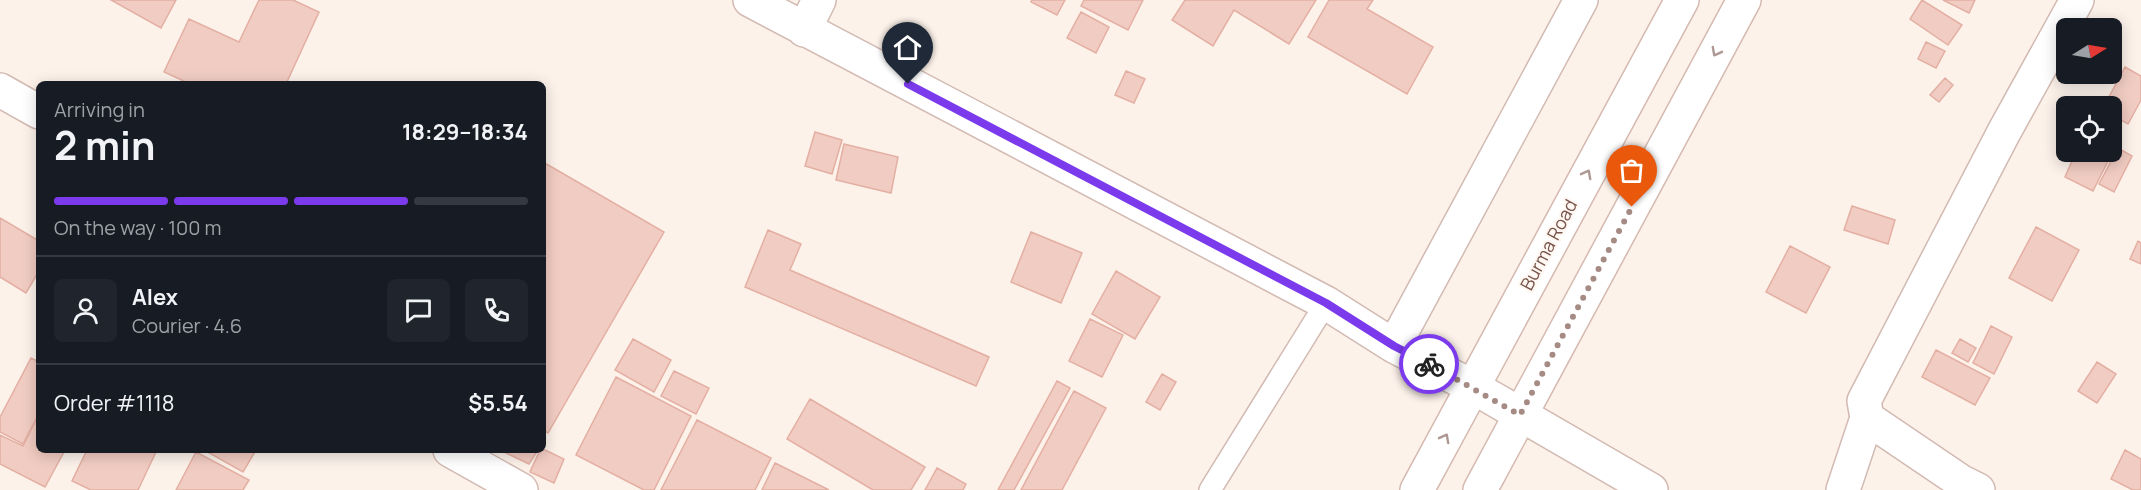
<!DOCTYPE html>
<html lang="en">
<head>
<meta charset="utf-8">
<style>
  :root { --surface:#171b24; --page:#20242c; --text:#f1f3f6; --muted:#9ea1a6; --line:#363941; --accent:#7c3aed }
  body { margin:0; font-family:Manrope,sans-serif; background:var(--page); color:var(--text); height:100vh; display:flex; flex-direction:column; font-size:22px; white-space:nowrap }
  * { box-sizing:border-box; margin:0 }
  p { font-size:20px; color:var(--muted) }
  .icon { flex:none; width:33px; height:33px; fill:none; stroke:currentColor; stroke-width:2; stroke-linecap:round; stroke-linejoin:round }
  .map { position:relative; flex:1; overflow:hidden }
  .sheet { position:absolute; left:36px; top:81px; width:510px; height:372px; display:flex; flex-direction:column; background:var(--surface); border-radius:9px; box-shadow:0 3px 15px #0003 }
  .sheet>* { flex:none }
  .needle { width:39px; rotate:79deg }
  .buttons { position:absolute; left:2056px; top:18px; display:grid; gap:12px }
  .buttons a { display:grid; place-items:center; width:66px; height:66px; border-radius:9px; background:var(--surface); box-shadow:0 3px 15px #0003; font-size:30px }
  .pin { position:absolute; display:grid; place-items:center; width:51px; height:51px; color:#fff; margin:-62px -26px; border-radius:50% 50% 50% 0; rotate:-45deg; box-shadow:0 0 6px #0007 }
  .pin .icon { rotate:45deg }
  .courier { position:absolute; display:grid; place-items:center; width:60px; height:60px; margin:-30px; border:4px solid #7c3aed; border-radius:50%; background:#fff; color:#222; box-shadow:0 2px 8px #0007 }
  .head em { font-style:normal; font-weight:700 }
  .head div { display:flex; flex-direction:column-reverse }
  .head { display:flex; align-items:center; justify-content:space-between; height:102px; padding:0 18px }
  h1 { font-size:39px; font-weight:700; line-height:45px }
  .bar { display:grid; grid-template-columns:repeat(4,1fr); gap:9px 6px; align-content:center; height:72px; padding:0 18px }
  .bar i { height:8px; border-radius:4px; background:var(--line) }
  .bar .on { background:var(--accent) }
  .bar p { grid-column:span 4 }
  .line { display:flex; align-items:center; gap:15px; padding:0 18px; border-top:2px solid var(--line) }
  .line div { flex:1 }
  .round { display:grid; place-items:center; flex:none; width:63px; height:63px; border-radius:9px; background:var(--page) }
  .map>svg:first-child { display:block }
</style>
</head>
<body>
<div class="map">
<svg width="2141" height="490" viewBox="0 0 2141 490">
  <rect width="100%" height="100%" fill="#fcf2ea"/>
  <!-- building -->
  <path fill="#f1ccc2" stroke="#e4afa3" stroke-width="1.5" d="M 111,0 L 176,0 L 161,28 Z
    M 259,0 L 293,0 L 319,12 L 286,84 L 190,84 L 164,72 L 189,19 L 239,42 Z
    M 1032,0 L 1065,0 L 1057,15 L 1031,2 Z
    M 1084,0 L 1143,0 L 1128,30 L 1081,6 Z
    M 1185,0 L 1316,0 L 1289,44 L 1234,10 L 1213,46 L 1172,20 Z
    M 1329,0 L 1373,0 L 1367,9 L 1433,47 L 1407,94 L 1308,37 Z
    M 1922,0 L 1962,25 L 1948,45 L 1910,19 Z
    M 1943,0 L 1975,0 L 1969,13 Z
    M 1081,12 L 1109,27 L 1096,53 L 1067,38 Z
    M 1926,42 L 1945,51 L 1936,68 L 1918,59 Z
    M 2125,67 L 2141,76 L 2141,100 L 2128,124 L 2112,115 L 2112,106 L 2104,106 Z
    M 1126,71 L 1145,79 L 1134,103 L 1115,95 Z
    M 1945,78 L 1953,85 L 1939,102 L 1930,95 Z
    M 815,132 L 842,140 L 832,174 L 805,166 Z
    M 844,144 L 898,157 L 891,193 L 836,180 Z
    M 2118,148 L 2132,156 L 2114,192 L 2099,184 Z
    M 2076,152 L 2089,152 L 2108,161 L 2093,191 L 2065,177 Z
    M 543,162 L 664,232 L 548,433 L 543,430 Z
    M 1852,206 L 1895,220 L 1888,244 L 1844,230 Z
    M 0,218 L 39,241 L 39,271 L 26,293 L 0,277 Z
    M 2036,227 L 2079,250 L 2052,301 L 2009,278 Z
    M 768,230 L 801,244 L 790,270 L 989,357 L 976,386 L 745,287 Z
    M 1031,232 L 1082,253 L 1061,303 L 1011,282 Z
    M 2138,241 L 2141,243 L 2141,264 L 2130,259 Z
    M 1790,246 L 1830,267 L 1806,313 L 1766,292 Z
    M 1116,271 L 1160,297 L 1135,339 L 1092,314 Z
    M 1090,319 L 1123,335 L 1102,377 L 1069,361 Z
    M 1991,326 L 2012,337 L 1994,374 L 1973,363 Z
    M 633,339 L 671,360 L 654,392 L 615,370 Z
    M 1960,339 L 1976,348 L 1968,362 L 1952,353 Z
    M 1936,350 L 1990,378 L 1975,405 L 1922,377 Z
    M 31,358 L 39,362 L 39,413 L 23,444 L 0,432 L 0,417 Z
    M 2097,362 L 2116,374 L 2097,403 L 2078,391 Z
    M 674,371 L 709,388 L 696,414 L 661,396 Z
    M 1162,374 L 1176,382 L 1160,410 L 1146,402 Z
    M 616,377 L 691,416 L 654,490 L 644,490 L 576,455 Z
    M 1057,381 L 1070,388 L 1014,490 L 998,490 Z
    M 1074,391 L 1106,408 L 1062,490 L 1021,490 Z
    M 810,399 L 925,467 L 911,490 L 873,490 L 787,439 Z
    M 39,414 L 39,450 L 65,450 L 45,487 L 0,464 L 0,435 L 23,446 Z
    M 697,420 L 771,458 L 755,490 L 661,490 Z
    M 543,449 L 564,459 L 554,483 L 530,472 L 540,450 Z
    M 87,450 L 151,450 L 156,452 L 138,490 L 91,490 L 72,481 Z
    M 204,450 L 256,450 L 243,472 Z
    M 500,450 L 538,450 L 529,464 Z
    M 2125,450 L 2141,459 L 2141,490 L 2133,490 L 2111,479 Z
    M 196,452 L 249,480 L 243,490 L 176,490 Z
    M 775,463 L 829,490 L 762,490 Z
    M 937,468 L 966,484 L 963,490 L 925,490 Z"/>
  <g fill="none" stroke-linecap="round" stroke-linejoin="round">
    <!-- service casing -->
    <g stroke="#d2bab2" stroke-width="24">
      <path id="service" d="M 1210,490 L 1326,303"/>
    </g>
    <!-- minor casing -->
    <g stroke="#d2bab2" stroke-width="36">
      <path id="minor" d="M 750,0 L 1326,303 L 1394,346 L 1473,387 L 1651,490
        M 804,30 L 819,0
        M 0,90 L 39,112
        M 1394,346 L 1581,0
        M 450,450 L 521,490
        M 1843,490 L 1867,418
        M 1978,490 L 1960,481 L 1867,418 L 1864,401 L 2004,132 L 2077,0"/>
    </g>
    <!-- secondary casing -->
    <g stroke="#d5b9af" stroke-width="36">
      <path id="secondary" d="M 1417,490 L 1682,0
        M 1480,490 L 1744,0"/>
    </g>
    <!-- service -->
    <use href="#service" stroke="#fff" stroke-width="21"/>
    <!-- minor -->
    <use href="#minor" stroke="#fff" stroke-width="33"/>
    <!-- secondary -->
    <use href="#secondary" stroke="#fff" stroke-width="33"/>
  </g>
  <!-- one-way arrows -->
  <defs><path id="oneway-chevron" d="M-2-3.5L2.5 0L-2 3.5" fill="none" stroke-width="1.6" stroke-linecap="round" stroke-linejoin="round" transform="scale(1.5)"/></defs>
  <g stroke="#ae9894">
    <use href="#oneway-chevron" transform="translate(1716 52) rotate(118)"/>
    <use href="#oneway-chevron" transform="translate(1587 174) rotate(-62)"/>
    <use href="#oneway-chevron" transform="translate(1445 438) rotate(-62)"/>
  </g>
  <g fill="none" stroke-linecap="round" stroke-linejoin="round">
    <!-- done -->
    <path stroke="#a68b84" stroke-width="6" stroke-dasharray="0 10.8" d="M 1429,364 L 1520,415 L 1632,207"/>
    <!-- route -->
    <path stroke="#7c3aed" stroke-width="8" d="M 908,84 L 1326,303 L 1394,346 L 1429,364"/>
  </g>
  <g text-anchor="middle" stroke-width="4.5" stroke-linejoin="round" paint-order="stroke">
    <!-- street labels -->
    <g font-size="18" fill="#78544d" stroke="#fff7f1">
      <text transform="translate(1549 245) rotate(-62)" y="6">Burma Road</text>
    </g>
  </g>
</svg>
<div class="buttons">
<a><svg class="needle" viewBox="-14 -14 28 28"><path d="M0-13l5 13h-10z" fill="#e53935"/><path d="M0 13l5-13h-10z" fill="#9ea1a6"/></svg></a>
<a><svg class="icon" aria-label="locate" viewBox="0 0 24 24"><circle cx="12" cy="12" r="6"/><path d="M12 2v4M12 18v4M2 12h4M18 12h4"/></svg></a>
</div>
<div class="pin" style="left:1632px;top:207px;background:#ea580c"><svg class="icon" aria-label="bag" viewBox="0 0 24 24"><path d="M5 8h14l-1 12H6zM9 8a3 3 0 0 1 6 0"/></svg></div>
<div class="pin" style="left:908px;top:84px;background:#1f2937"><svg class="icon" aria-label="home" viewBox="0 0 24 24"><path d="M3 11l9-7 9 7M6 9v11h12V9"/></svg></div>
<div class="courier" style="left:1429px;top:364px"><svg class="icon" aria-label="bike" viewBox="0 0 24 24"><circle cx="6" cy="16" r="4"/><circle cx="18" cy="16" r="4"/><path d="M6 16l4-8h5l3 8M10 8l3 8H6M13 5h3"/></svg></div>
<section class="sheet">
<div class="head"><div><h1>2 min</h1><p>Arriving in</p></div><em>18:29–18:34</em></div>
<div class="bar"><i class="on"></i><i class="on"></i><i class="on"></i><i></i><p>On the way · 100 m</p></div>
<div class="line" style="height:108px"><a class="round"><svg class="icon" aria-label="person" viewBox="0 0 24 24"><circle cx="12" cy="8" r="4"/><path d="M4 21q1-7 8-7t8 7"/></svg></a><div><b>Alex</b><p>Courier · 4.6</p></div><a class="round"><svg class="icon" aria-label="chat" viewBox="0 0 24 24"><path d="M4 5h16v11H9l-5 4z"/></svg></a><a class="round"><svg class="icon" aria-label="phone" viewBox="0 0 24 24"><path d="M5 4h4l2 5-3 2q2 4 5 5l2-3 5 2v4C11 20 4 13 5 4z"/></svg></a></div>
<div class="line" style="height:78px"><div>Order #1118</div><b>$5.54</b></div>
</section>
</div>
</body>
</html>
+ + +
> **TASK PROMPT**:
Once the line with "M 1960,339 L" is found in the records above, print exactly that line and every line after it through the line with "<!-- secondary -->".

> **REPLY TO THE EXERCISE**:
    M 1960,339 L 1976,348 L 1968,362 L 1952,353 Z
    M 1936,350 L 1990,378 L 1975,405 L 1922,377 Z
    M 31,358 L 39,362 L 39,413 L 23,444 L 0,432 L 0,417 Z
    M 2097,362 L 2116,374 L 2097,403 L 2078,391 Z
    M 674,371 L 709,388 L 696,414 L 661,396 Z
    M 1162,374 L 1176,382 L 1160,410 L 1146,402 Z
    M 616,377 L 691,416 L 654,490 L 644,490 L 576,455 Z
    M 1057,381 L 1070,388 L 1014,490 L 998,490 Z
    M 1074,391 L 1106,408 L 1062,490 L 1021,490 Z
    M 810,399 L 925,467 L 911,490 L 873,490 L 787,439 Z
    M 39,414 L 39,450 L 65,450 L 45,487 L 0,464 L 0,435 L 23,446 Z
    M 697,420 L 771,458 L 755,490 L 661,490 Z
    M 543,449 L 564,459 L 554,483 L 530,472 L 540,450 Z
    M 87,450 L 151,450 L 156,452 L 138,490 L 91,490 L 72,481 Z
    M 204,450 L 256,450 L 243,472 Z
    M 500,450 L 538,450 L 529,464 Z
    M 2125,450 L 2141,459 L 2141,490 L 2133,490 L 2111,479 Z
    M 196,452 L 249,480 L 243,490 L 176,490 Z
    M 775,463 L 829,490 L 762,490 Z
    M 937,468 L 966,484 L 963,490 L 925,490 Z"/>
  <g fill="none" stroke-linecap="round" stroke-linejoin="round">
    <!-- service casing -->
    <g stroke="#d2bab2" stroke-width="24">
      <path id="service" d="M 1210,490 L 1326,303"/>
    </g>
    <!-- minor casing -->
    <g stroke="#d2bab2" stroke-width="36">
      <path id="minor" d="M 750,0 L 1326,303 L 1394,346 L 1473,387 L 1651,490
        M 804,30 L 819,0
        M 0,90 L 39,112
        M 1394,346 L 1581,0
        M 450,450 L 521,490
        M 1843,490 L 1867,418
        M 1978,490 L 1960,481 L 1867,418 L 1864,401 L 2004,132 L 2077,0"/>
    </g>
    <!-- secondary casing -->
    <g stroke="#d5b9af" stroke-width="36">
      <path id="secondary" d="M 1417,490 L 1682,0
        M 1480,490 L 1744,0"/>
    </g>
    <!-- service -->
    <use href="#service" stroke="#fff" stroke-width="21"/>
    <!-- minor -->
    <use href="#minor" stroke="#fff" stroke-width="33"/>
    <!-- secondary -->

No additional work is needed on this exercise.